By EFE
02 Sep 2024, 13:47 PM EDT
The president of the Madrid region, the conservative Isabel Díaz Ayuso, has demanded this Monday that the Spanish government open the Spanish embassy in Caracas to the Venezuelan opposition candidate, Edmundo González, to give him asylum.
“Spain should open the doors of the Embassy today to protect this man, because they are going to kill him or arrest him and they are not going to release him. And they are doing it with the relatives and the entourage of the winners of the elections, who are not the opposition, but the government elected by the people of Venezuela,” Díaz Ayuso said in an interview with the television channel Antena 3.
Along these lines, he has pointed out that Edmundo González should be granted asylum in any of the embassies of countries in Europe, the United States, or all the countries in the American continent “that say they are shocked by what is happening.”
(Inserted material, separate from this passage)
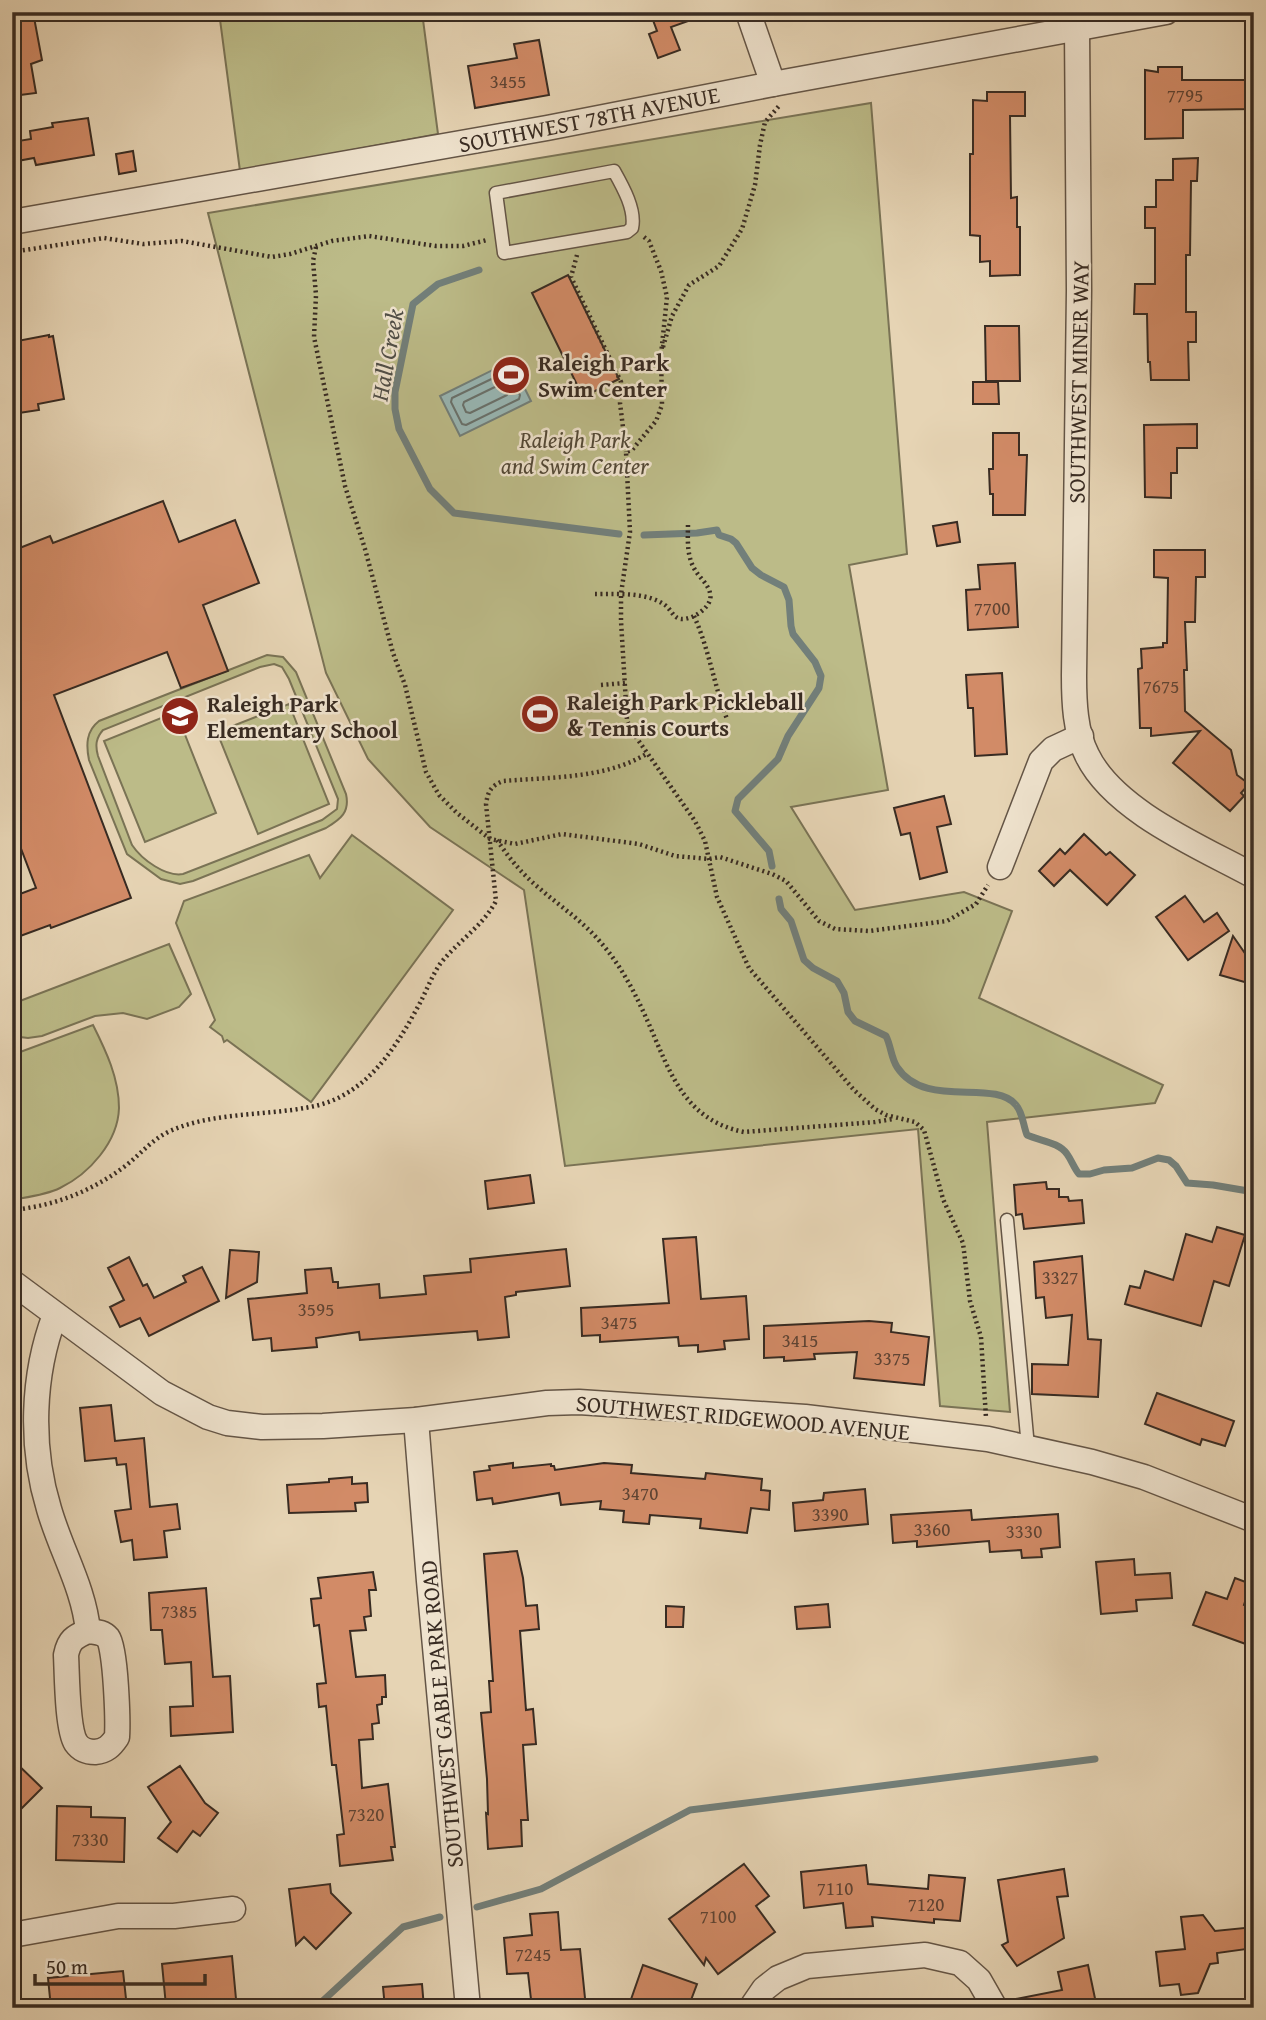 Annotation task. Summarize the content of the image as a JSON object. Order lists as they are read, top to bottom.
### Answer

For the Madrid leader of the opposition Popular Party (PP), any democratic country, mainly Spain, due to its “exceptional” commitment to this country, should “at this very moment, give shelter to this man who is being persecuted.”
Díaz Ayuso has urged the government of the socialist Pedro Sánchez not to “look the other way”, since, she has denounced, “there are murders, kidnappings, persecutions” by the regime of Nicolás Maduro.
According to the president of the Madrid region, “the time has come to an end” for requesting electoral records.
Ayuso was one of the Spanish political figures who participated in the global rally organized on August 18 by the largest opposition alliance in Venezuela, the Democratic Unity Platform (PUD), which brought together some 15,000 people in the central Puerta del Sol in the Spanish capital, and in which the president of the Madrid region demanded that Sánchez put himself “at the head” of the demand for transparency and freedom in Venezuela.
Venezuela is in a political crisis following the controversial presidential elections of July 28, a period during which the majority opposition has denounced that there was “fraud”, and numerous organizations inside and outside the country have warned of an increase in “persecution” against the opposition by the Maduro regime.
According to the Chavista leader, more than 2,400 people have been arrested since July 29 – some in demonstrations and others in police operations – and 25 have been killed in acts of violence that the regime attributes to the opposition, while anti-Chavez supporters blame the state security forces.